[MATERIAL FOR THE TASK Boundary: Start]

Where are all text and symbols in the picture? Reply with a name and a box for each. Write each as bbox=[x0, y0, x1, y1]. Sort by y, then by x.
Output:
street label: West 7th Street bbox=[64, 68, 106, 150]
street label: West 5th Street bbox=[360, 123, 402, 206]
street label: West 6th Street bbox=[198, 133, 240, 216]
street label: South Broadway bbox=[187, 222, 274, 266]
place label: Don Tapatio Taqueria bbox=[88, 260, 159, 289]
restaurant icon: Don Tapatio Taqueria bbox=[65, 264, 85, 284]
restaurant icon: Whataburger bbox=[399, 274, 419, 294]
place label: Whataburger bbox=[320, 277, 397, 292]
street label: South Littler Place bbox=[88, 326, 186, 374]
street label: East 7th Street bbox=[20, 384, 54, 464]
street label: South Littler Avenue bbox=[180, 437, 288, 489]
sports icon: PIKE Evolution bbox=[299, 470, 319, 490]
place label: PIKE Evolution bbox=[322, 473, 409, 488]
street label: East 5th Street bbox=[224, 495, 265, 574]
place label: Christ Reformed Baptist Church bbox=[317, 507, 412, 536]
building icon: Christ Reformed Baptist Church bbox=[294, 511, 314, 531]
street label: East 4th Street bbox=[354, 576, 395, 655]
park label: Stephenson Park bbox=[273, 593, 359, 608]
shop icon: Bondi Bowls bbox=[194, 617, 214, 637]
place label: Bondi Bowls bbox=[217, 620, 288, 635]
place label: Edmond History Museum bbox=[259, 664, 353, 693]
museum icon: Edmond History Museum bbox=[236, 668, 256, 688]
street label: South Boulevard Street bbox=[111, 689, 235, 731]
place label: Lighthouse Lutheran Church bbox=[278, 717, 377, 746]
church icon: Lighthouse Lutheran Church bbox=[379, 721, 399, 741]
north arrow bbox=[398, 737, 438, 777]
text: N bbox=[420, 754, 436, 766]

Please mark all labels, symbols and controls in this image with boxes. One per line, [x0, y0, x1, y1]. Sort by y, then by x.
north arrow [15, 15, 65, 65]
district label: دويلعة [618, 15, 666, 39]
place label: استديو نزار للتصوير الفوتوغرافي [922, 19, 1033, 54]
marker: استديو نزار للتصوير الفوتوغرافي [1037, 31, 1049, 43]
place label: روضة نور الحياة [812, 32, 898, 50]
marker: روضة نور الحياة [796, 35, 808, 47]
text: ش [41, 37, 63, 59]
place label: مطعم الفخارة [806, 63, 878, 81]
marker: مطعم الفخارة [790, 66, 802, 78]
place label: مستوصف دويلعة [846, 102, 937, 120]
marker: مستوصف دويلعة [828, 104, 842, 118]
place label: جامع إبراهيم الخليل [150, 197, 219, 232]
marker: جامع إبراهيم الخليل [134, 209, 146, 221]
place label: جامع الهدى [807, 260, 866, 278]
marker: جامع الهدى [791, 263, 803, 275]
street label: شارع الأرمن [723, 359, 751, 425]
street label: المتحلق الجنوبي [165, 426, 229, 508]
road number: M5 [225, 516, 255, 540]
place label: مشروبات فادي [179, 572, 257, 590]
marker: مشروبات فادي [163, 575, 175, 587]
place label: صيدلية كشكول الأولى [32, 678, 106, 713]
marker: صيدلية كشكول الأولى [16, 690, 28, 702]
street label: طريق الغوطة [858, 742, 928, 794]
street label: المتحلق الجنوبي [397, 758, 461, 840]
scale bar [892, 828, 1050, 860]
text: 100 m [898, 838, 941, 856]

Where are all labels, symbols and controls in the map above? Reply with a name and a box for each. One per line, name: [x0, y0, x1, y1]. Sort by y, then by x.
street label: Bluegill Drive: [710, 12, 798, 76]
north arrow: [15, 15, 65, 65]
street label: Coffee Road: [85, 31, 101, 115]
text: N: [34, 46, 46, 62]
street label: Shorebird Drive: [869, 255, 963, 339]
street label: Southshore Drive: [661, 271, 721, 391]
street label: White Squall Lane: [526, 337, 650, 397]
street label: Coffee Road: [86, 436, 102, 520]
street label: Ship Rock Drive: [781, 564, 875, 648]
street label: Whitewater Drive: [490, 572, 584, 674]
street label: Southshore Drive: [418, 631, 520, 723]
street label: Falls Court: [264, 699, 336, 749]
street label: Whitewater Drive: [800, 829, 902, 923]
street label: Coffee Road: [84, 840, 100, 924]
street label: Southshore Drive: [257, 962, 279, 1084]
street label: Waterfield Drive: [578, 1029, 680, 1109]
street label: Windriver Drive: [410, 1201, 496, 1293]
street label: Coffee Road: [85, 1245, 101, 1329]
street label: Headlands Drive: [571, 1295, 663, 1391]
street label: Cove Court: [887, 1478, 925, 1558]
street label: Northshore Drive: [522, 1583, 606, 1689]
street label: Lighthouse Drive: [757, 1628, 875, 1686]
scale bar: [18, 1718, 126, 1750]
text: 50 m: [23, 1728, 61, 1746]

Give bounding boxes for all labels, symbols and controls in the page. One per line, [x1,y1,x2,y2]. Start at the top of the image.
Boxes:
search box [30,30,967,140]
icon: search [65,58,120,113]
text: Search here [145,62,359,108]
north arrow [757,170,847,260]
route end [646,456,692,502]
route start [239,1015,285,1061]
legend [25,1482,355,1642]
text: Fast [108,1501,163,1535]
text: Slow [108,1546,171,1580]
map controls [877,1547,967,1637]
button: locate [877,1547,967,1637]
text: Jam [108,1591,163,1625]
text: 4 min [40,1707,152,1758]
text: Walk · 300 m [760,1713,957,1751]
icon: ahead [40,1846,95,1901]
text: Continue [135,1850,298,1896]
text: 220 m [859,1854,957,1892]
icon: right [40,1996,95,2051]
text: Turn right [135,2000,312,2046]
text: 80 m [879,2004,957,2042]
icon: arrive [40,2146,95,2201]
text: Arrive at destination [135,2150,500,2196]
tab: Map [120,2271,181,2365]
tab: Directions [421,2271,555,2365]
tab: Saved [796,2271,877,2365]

[MATERIAL FOR THE TASK Boundary: End]

** AIM OF THE TASK **
Gather each line in these records that contains the string "Church".

** OUTPUT **
place label: Christ Reformed Baptist Church bbox=[317, 507, 412, 536]
building icon: Christ Reformed Baptist Church bbox=[294, 511, 314, 531]
place label: Lighthouse Lutheran Church bbox=[278, 717, 377, 746]
church icon: Lighthouse Lutheran Church bbox=[379, 721, 399, 741]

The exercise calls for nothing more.